# DS200A Computer Vision Project
---
## Summary
This project consists of a large dataset with images belonging to 20 different categories.
The goal is to classify the category of a given image using a machine learning model. We are
given 1501 images to train our models, and 716 images to evaluate the model accuracies. We
began by performing exploratory data analyses to give us insights into the feature selection
process. Then, we trained 4 models: Logistic Regression, KNN, SVM and Random Forest. For
each model, we used cross validation to select the best parameters, and a feature selection
function to select the top 10 features. In the end, we identified Logistic Regression as the best
model because it has one of the lowest validation errors, a fast computation time and is
relatively easy to interpret.

## Key questions explored
- How well can I design a image classifier using conventional (i.e. non-neural net) ML models?

## Techniques used
- logistic regression
- KNN
- SVM
- Random forest
- bootstrapping
- cross validation
- feature engineering

## Key findings
- One of the most significant factors that affected model accuracy was the preprocessing of feature values. When normalizing the data, the model performed 10-50% worse compared to models trained on the original data. In contrast, models trained on scaled feature values performed significantly better than the original data.
- Our models achieved a validation accuracy of 40%-46%, with SVM performing the highest (46% accuracy) and KNN performing the lowest (40% accuracy). They also achieved a The 95% confidence interval for SVM was between 38-54%. We selected the Logistic Regression model to predict the test set because it had descent accuracy, is a simple model that’s easy to interpret, and it didn’t overfit the train data as much as some of the other models. We expect this model to generalize best to the test data.
- In this project, we limited our features to numerical values only. However, it is possible to use a pixel by pixel matrix as a feature, which could be significantly improve the final model.

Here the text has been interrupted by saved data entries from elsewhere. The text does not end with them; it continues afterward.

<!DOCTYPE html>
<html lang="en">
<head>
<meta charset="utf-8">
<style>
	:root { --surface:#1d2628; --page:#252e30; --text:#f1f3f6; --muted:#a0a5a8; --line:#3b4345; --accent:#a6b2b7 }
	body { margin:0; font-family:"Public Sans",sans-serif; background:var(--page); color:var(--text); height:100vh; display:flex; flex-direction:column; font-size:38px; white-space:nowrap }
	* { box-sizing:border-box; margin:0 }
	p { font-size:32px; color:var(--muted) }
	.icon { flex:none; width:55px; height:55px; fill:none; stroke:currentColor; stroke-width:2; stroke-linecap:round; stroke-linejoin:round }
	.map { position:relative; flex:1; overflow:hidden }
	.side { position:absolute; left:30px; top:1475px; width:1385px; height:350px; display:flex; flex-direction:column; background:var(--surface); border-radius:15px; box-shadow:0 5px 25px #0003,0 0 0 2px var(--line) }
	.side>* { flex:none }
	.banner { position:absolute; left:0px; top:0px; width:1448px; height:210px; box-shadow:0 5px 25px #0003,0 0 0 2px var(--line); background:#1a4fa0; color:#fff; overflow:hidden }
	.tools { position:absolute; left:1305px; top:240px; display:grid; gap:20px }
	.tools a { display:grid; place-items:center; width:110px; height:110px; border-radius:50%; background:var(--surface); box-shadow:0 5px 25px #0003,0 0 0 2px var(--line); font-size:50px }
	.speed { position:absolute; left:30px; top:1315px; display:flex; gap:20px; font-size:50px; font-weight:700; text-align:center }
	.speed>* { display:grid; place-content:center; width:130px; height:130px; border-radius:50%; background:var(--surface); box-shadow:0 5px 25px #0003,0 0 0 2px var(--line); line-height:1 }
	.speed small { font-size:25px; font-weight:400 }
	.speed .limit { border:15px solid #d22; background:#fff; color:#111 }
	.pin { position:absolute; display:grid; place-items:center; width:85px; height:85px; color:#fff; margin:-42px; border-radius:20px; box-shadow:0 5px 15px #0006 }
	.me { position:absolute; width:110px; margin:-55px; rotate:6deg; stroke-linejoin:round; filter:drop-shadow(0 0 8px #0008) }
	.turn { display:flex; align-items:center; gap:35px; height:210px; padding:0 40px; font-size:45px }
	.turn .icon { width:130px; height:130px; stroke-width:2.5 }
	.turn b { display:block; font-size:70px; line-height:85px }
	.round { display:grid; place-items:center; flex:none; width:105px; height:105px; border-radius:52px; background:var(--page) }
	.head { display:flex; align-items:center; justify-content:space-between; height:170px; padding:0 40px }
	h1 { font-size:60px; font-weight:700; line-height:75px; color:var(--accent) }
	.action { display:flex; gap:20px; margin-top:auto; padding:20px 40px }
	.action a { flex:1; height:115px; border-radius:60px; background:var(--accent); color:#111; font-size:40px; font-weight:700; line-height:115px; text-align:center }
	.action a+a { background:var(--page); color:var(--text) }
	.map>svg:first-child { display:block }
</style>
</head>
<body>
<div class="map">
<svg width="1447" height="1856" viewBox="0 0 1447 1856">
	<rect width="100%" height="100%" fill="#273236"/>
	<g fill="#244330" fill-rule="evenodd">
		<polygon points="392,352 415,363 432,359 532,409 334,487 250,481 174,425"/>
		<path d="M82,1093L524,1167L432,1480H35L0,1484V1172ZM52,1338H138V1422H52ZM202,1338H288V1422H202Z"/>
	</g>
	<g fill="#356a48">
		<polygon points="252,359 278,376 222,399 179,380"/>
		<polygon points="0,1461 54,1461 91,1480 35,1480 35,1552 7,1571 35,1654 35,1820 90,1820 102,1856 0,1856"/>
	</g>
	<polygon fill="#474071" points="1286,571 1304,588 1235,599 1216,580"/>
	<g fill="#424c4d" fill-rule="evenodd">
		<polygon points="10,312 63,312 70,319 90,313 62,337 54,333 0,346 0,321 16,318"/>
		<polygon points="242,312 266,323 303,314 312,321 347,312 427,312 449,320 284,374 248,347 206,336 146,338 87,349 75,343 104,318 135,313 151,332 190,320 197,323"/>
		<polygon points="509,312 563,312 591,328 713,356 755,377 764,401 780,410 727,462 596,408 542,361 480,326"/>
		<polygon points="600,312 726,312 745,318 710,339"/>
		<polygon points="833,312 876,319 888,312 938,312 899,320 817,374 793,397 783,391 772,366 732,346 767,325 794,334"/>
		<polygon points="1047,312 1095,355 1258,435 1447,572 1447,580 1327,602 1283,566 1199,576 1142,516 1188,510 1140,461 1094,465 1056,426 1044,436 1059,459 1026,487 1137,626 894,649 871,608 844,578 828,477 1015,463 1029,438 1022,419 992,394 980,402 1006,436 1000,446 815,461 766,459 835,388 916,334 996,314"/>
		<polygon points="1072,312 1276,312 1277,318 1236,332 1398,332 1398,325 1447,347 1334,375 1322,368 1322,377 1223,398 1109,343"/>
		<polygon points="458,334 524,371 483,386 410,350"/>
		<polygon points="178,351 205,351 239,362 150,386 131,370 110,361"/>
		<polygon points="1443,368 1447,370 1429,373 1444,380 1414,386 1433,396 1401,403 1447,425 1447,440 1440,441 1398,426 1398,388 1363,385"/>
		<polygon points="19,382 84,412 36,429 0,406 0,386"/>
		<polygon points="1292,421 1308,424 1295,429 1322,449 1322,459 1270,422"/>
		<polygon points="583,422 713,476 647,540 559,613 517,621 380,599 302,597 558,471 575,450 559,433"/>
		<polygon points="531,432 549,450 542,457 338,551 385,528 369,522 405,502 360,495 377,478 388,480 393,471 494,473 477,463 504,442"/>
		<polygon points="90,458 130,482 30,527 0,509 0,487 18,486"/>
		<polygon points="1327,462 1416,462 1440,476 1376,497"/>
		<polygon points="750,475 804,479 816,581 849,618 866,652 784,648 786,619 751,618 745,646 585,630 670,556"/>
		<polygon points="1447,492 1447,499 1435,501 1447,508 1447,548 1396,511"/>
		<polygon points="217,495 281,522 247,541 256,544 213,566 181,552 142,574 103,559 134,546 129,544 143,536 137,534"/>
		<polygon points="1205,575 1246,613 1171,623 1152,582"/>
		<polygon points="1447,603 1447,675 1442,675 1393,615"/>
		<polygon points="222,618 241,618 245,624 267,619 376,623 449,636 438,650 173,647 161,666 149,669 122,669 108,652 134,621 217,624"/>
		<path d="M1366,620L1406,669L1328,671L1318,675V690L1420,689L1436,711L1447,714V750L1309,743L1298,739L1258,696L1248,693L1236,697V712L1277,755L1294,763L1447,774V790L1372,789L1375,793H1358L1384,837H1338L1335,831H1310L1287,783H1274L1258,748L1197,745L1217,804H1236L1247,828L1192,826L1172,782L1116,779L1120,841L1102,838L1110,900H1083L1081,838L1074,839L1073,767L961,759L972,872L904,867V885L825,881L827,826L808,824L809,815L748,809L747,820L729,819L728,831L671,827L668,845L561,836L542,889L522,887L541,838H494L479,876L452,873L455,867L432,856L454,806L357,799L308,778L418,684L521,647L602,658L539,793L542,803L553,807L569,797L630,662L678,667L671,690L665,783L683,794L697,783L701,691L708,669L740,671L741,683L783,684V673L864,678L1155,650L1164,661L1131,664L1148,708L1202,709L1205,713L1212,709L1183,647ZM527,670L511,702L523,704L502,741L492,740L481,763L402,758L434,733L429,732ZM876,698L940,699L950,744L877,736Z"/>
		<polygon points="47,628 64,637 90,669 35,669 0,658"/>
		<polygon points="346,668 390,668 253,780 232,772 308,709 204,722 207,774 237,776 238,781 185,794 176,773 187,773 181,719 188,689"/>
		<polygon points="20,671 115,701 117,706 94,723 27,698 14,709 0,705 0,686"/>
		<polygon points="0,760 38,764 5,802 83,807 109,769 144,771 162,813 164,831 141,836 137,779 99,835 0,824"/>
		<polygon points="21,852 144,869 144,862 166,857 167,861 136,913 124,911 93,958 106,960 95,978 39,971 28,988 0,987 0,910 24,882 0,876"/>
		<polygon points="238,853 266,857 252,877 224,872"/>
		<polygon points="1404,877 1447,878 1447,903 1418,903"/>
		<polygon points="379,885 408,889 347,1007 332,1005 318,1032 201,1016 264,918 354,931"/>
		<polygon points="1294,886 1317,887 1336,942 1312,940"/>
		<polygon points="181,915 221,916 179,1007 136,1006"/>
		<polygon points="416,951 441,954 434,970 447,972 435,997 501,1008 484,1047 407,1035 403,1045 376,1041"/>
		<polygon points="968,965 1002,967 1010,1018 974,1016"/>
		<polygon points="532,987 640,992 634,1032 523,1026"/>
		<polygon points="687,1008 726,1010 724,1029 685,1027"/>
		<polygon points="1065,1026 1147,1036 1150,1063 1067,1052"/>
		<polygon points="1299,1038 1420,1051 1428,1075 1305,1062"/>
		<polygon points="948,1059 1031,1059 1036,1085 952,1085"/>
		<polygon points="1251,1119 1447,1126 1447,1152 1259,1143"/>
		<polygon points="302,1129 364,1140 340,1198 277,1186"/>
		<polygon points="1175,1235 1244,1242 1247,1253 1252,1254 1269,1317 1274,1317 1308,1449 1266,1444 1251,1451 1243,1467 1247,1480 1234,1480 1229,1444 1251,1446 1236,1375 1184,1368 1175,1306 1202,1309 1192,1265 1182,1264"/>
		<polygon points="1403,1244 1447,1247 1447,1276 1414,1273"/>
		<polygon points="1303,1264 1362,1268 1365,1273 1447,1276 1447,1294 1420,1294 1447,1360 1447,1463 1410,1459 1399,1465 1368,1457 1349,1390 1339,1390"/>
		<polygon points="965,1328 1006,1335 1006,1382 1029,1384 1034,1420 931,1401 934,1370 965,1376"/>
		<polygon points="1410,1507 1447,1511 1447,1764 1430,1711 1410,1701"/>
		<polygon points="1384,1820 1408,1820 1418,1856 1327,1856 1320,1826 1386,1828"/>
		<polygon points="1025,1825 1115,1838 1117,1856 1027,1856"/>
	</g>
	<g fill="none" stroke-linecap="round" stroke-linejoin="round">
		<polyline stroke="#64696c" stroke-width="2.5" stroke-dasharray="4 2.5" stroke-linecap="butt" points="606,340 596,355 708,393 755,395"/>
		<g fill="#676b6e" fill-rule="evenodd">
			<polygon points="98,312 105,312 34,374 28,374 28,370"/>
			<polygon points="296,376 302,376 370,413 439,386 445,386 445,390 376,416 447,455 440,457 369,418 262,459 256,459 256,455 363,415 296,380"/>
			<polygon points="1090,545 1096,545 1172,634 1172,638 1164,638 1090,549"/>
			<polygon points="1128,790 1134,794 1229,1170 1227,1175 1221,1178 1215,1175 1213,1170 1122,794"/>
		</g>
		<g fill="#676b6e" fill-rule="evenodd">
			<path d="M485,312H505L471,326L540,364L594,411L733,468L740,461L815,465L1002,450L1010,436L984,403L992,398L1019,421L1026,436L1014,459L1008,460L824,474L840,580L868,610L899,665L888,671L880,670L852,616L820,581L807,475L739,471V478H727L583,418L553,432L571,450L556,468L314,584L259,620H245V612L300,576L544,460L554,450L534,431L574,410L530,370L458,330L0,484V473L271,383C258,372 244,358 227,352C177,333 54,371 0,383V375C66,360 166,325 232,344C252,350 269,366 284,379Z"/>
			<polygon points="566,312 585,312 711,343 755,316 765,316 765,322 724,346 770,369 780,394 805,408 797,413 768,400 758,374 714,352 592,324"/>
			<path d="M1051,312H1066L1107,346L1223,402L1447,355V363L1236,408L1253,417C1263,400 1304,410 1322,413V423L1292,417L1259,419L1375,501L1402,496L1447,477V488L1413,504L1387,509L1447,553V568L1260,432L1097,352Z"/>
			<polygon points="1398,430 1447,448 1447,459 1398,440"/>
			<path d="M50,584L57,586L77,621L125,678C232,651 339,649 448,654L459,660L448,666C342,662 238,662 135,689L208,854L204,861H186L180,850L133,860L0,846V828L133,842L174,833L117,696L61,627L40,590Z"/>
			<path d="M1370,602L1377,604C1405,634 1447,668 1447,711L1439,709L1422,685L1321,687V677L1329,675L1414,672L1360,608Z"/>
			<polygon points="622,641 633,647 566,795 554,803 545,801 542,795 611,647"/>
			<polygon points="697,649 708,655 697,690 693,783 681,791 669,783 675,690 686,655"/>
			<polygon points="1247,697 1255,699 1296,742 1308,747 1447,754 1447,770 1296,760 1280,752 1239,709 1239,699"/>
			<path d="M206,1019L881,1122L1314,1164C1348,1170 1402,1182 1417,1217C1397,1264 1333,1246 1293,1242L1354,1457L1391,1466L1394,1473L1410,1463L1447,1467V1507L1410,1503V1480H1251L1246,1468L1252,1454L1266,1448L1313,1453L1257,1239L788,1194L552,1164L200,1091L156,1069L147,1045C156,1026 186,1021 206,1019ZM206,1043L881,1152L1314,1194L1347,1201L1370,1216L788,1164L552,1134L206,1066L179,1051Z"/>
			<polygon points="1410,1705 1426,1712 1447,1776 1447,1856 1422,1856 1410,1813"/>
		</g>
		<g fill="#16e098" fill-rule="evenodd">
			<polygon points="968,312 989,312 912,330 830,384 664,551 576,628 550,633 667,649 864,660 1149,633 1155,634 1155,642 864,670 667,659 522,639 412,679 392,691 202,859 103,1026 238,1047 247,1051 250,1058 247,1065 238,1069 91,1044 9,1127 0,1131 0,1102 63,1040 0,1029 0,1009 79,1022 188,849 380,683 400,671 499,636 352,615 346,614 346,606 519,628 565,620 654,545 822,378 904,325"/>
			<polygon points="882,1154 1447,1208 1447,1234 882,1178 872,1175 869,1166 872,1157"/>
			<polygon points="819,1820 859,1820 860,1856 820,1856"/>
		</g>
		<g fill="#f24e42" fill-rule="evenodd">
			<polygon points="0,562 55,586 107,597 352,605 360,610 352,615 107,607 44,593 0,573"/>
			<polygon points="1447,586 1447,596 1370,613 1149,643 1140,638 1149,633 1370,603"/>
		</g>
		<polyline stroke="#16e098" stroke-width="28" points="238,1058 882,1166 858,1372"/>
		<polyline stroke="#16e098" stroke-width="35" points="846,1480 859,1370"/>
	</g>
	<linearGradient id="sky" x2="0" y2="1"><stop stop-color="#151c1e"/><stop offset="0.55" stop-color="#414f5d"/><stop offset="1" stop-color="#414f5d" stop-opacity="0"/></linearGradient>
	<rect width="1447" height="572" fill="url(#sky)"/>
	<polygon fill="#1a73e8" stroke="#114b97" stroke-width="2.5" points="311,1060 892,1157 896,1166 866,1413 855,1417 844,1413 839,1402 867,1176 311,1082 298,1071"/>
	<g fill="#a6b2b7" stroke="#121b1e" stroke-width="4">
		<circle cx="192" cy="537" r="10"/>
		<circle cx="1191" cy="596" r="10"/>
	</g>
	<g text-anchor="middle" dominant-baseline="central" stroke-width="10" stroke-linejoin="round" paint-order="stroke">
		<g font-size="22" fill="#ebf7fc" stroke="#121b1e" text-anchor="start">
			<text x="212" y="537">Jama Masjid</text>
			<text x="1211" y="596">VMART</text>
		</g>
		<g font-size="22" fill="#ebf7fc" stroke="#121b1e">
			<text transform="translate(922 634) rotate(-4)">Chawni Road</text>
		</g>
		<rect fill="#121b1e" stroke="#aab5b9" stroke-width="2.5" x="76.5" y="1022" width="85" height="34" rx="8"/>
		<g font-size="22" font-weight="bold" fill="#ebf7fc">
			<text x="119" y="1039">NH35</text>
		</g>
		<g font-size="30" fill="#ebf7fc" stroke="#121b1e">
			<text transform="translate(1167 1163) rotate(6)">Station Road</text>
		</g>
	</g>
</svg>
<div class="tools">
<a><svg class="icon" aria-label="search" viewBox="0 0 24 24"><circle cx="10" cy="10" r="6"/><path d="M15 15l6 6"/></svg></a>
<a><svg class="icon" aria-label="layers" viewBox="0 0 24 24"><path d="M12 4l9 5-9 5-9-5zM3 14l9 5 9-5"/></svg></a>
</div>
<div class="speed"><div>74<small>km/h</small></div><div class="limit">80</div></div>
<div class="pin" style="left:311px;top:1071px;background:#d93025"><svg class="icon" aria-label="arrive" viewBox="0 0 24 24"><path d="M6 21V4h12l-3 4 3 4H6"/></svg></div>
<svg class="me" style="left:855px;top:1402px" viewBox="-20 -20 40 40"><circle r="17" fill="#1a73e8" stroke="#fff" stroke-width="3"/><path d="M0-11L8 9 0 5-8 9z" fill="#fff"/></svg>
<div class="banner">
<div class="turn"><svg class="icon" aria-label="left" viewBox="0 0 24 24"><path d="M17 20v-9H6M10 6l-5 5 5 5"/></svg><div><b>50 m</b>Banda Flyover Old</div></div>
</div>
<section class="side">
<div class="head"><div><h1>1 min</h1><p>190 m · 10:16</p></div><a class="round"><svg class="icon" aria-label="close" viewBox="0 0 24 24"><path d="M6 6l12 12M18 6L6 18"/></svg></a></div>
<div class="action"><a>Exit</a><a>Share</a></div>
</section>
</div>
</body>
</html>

Despite the feature constraints presented in this project, we were still able to achieve almost a 50% accuracy on the validation set by focusing our efforts on transforming the data and optimizing model parameters to increase model accuracy. It would be interesting to see how much we could improve the model accuracy by if we combine our data cleaning and parameter optimization efforts in this project with more powerful features.

This image shows a snapshot of the results from different ML models.
![Results comparison](summary_results.png)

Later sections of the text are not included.